In the Customs office a sign advertised "Come to Ethiopia and be seven years younger!" Not feel seven years younger? No - I began to understand when the lady stamped my Carnet - 5/3/99. Ethiopia does its own thing in everything. It hasn't quite reached the millennium yet. That'll be next September 9th (in our calendar) which is their New Year. So November is the 3rd month. Clear?
The daily time is different as well. In common with many of the Swahili peoples further south, 00hrs is when the sun comes up (0600). Our 0700 is their 1o'clock and so on. It helps to know this when asking when things close or open. It also explains why the customs house didn't, for example, open until 9o'clock, but the bank would be open at 8. (So that'll be our 3pm and 2pm respectively - if you've not worked it out yet.) This is quite sensible only if you live on or quite near the Equator.

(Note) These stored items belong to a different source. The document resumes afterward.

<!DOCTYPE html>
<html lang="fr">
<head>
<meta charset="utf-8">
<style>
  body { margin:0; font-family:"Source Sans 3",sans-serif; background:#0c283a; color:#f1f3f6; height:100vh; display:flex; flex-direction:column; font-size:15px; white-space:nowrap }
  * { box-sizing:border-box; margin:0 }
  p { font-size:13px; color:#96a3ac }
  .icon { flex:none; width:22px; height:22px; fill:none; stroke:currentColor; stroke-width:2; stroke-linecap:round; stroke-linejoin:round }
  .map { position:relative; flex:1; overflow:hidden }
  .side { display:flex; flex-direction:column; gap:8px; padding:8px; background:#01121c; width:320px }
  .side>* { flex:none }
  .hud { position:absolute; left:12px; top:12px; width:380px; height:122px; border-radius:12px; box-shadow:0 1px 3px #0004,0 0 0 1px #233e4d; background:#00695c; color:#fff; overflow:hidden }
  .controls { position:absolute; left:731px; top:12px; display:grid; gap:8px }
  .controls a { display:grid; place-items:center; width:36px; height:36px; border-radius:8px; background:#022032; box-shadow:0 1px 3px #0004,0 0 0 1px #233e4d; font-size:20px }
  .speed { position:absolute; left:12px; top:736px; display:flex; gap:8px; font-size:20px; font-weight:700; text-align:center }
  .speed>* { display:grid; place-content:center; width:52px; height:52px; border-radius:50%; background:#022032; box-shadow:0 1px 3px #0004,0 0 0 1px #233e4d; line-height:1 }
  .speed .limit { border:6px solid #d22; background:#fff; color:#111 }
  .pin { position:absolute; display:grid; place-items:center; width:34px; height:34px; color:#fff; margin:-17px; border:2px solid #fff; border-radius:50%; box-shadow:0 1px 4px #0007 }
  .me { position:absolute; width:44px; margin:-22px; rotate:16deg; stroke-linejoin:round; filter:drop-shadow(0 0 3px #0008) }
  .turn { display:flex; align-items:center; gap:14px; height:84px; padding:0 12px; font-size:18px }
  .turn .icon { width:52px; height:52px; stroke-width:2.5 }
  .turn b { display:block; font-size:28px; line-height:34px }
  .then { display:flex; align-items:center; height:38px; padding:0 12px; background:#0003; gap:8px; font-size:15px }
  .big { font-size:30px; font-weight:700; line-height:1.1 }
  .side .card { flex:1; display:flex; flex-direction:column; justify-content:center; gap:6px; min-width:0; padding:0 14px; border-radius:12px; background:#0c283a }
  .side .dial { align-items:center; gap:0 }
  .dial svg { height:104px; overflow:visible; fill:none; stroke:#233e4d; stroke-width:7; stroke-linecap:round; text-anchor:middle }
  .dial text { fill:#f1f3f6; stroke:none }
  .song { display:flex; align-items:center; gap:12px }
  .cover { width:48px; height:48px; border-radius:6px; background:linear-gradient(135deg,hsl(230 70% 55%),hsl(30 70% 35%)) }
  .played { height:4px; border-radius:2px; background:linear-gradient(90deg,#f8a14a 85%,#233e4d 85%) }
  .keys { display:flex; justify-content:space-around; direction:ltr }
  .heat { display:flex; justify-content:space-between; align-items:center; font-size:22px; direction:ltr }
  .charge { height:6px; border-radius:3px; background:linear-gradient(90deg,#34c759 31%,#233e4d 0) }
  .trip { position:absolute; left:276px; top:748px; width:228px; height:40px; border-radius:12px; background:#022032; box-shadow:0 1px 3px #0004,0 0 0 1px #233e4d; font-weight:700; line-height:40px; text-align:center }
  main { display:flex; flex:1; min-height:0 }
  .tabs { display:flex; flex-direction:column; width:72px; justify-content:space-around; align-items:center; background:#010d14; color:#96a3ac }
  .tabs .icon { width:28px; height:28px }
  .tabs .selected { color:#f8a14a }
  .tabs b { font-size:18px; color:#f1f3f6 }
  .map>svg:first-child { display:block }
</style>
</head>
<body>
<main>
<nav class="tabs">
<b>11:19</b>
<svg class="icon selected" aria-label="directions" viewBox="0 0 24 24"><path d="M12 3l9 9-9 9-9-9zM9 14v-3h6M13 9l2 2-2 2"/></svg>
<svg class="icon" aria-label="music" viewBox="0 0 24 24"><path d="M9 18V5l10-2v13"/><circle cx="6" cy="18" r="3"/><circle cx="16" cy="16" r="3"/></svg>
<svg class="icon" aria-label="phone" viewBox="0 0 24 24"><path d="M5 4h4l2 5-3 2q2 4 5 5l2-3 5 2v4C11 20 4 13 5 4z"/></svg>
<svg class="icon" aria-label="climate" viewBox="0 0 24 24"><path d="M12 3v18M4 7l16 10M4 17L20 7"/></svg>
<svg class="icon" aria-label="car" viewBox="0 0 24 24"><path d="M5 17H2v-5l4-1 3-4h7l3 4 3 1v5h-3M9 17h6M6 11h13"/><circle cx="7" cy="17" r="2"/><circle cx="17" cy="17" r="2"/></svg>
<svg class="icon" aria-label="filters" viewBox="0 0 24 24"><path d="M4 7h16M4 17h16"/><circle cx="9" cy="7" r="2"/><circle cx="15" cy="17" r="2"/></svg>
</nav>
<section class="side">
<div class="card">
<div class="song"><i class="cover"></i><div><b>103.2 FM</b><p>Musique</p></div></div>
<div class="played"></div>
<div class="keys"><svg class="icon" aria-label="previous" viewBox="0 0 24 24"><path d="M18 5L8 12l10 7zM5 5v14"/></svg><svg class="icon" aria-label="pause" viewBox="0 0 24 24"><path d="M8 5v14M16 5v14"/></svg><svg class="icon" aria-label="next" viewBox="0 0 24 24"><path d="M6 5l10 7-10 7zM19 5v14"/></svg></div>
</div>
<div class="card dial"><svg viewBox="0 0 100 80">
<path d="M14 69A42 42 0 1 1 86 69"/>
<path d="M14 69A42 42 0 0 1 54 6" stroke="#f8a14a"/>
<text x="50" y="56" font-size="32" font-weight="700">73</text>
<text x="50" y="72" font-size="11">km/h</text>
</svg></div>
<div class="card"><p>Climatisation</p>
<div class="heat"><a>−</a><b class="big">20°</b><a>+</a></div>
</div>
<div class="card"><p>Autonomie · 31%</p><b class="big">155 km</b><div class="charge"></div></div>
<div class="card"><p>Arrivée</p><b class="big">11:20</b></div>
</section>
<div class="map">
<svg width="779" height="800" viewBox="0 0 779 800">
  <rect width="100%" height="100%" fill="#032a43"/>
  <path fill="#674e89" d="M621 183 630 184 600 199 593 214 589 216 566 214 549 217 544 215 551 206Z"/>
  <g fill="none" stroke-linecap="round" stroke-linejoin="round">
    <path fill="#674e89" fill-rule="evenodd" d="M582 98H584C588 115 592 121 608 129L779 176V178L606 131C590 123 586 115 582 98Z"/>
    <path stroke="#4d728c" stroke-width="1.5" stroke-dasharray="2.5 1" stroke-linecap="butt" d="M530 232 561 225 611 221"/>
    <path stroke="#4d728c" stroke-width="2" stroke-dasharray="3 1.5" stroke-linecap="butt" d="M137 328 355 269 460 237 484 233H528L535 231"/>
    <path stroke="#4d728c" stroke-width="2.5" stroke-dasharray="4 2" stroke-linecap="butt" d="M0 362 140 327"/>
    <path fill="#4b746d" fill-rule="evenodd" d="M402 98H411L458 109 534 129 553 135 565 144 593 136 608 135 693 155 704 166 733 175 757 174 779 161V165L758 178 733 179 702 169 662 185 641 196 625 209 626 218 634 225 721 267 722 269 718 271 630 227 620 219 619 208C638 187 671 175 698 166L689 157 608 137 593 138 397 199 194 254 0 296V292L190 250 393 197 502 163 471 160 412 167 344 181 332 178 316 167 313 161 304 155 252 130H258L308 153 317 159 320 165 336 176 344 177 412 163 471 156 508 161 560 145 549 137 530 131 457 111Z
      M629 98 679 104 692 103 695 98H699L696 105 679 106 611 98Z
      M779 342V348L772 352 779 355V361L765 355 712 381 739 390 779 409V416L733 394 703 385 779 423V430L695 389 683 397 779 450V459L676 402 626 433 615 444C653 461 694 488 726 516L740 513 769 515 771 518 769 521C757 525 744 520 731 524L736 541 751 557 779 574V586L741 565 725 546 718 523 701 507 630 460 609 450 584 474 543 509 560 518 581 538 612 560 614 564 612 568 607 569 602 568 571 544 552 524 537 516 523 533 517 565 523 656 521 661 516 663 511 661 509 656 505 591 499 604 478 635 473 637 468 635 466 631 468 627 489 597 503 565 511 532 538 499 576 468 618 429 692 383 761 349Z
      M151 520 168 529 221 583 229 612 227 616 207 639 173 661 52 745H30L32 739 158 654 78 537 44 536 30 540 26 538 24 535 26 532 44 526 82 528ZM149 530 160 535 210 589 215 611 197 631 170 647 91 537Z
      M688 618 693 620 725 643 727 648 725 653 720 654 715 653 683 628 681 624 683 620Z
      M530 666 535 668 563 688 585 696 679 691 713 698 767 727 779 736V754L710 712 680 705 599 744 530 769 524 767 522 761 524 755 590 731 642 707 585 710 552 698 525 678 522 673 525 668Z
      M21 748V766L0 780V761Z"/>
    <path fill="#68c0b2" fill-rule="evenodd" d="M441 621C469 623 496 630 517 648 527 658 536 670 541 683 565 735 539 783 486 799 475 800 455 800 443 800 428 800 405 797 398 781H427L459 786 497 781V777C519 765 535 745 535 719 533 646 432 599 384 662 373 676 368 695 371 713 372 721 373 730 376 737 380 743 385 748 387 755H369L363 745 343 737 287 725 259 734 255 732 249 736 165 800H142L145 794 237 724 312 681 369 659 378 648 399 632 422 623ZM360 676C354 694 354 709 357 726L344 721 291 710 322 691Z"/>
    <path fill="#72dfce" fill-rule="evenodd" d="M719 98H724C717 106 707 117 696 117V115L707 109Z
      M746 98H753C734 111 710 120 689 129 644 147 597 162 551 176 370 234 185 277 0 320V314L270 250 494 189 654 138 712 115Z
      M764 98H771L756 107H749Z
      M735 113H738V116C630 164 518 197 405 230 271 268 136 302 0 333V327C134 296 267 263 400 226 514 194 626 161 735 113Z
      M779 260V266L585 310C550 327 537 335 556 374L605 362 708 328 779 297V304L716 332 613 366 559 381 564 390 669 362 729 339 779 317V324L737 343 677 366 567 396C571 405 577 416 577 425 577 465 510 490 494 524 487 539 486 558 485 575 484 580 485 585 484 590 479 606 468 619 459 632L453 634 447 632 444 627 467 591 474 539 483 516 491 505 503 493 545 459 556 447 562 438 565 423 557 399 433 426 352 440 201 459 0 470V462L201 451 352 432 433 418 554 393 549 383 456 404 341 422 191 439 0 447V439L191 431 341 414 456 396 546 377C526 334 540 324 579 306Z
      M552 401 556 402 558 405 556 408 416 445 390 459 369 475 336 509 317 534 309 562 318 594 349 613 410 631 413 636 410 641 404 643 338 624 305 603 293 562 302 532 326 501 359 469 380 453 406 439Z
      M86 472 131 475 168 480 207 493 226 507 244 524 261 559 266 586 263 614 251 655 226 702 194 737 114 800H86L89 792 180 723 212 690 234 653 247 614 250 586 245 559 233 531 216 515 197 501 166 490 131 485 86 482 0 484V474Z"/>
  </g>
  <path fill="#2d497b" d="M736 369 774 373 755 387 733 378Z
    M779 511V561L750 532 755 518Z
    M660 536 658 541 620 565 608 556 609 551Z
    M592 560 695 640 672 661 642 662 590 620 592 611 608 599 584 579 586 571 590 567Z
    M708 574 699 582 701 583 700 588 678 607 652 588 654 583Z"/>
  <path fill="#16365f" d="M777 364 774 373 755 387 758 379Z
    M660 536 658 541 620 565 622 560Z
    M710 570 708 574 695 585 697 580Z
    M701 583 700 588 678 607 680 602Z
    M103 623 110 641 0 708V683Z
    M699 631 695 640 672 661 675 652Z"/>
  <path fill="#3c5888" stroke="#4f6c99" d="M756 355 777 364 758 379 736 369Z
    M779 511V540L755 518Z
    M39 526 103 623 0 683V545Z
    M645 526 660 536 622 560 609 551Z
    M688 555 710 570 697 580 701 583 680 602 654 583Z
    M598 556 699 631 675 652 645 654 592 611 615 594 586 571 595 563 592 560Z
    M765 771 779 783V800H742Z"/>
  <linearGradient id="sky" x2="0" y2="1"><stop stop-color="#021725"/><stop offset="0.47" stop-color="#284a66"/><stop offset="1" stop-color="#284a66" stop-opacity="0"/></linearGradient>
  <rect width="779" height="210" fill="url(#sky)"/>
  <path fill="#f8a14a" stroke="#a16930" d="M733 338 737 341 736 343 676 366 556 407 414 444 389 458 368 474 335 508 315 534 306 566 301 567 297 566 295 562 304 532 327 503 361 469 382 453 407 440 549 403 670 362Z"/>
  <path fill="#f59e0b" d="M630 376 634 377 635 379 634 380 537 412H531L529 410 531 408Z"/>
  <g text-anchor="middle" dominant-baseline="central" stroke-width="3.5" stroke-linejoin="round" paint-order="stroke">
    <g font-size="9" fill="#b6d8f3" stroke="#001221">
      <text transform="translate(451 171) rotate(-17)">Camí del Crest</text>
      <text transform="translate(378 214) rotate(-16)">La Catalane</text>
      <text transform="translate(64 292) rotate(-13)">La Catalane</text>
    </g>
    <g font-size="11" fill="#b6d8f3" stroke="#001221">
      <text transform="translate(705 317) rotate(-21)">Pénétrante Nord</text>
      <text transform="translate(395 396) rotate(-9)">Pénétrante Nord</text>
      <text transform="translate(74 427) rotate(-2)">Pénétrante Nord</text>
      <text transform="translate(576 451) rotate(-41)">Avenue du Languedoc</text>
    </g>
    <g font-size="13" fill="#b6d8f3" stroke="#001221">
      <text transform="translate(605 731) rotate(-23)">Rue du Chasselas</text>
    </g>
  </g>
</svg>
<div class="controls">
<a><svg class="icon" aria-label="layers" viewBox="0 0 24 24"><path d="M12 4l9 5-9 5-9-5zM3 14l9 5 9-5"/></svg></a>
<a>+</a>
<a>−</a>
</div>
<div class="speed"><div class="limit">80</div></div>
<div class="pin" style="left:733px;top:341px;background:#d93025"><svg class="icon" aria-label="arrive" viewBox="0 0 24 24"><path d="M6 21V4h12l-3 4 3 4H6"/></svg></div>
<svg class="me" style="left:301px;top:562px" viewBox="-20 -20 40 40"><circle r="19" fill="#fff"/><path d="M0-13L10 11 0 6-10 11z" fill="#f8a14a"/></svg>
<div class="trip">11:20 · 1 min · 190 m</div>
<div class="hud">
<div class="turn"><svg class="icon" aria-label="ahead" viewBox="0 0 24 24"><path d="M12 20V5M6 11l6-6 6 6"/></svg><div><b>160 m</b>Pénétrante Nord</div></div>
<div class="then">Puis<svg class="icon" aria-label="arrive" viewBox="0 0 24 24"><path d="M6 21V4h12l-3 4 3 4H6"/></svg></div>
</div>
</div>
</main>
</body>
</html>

No-one else speaks their language, they have thirteen months in the year (another advert read "Come to Ethiopia for 13 months of sunshine"), their writing script is unlike anyone else's on the planet . . . they just do everything differently.
The road ahead was paved with marble! Not that attractive smooth stuff, however, that you get in Greece and other places, but those wee things you play with in the playground. Not glass with bright wee colours inside either, but grey stones. This was better than the last 30 miles because it was at least flat, but it still made handling the bike 'interesting'. Overtaking the trucks puffing miles of dust and diesel behind them was perhaps the major challenge. You know when you go to overtake a lorry at night in the pouring rain on the motorway? That'll be easy from now on!
Children shouted ("you, you, you, you!!!"). Donkeys, goats, zebu (coos with lumps on their backs), sheep and people all ambled peacefully along both sides of the road, in whatever direction they wanted. As the sun began to set and the gloaming came and went too quickly all around, I climbed into hills. The town of Aykel and the Hotel Virut emerged from out of the fading light. 25Birr for the room. No shower but you can have one in this other room if you like. I needed it. As I looked across a tasty cold beer at my reflection in the bar's mirror, I could see an easily discernible tidemark across my forehead where the helmet had sheltered my head from the worst of the dust.
In the cool mountain air, snuggled up under the covers, I slept the best I had in weeks.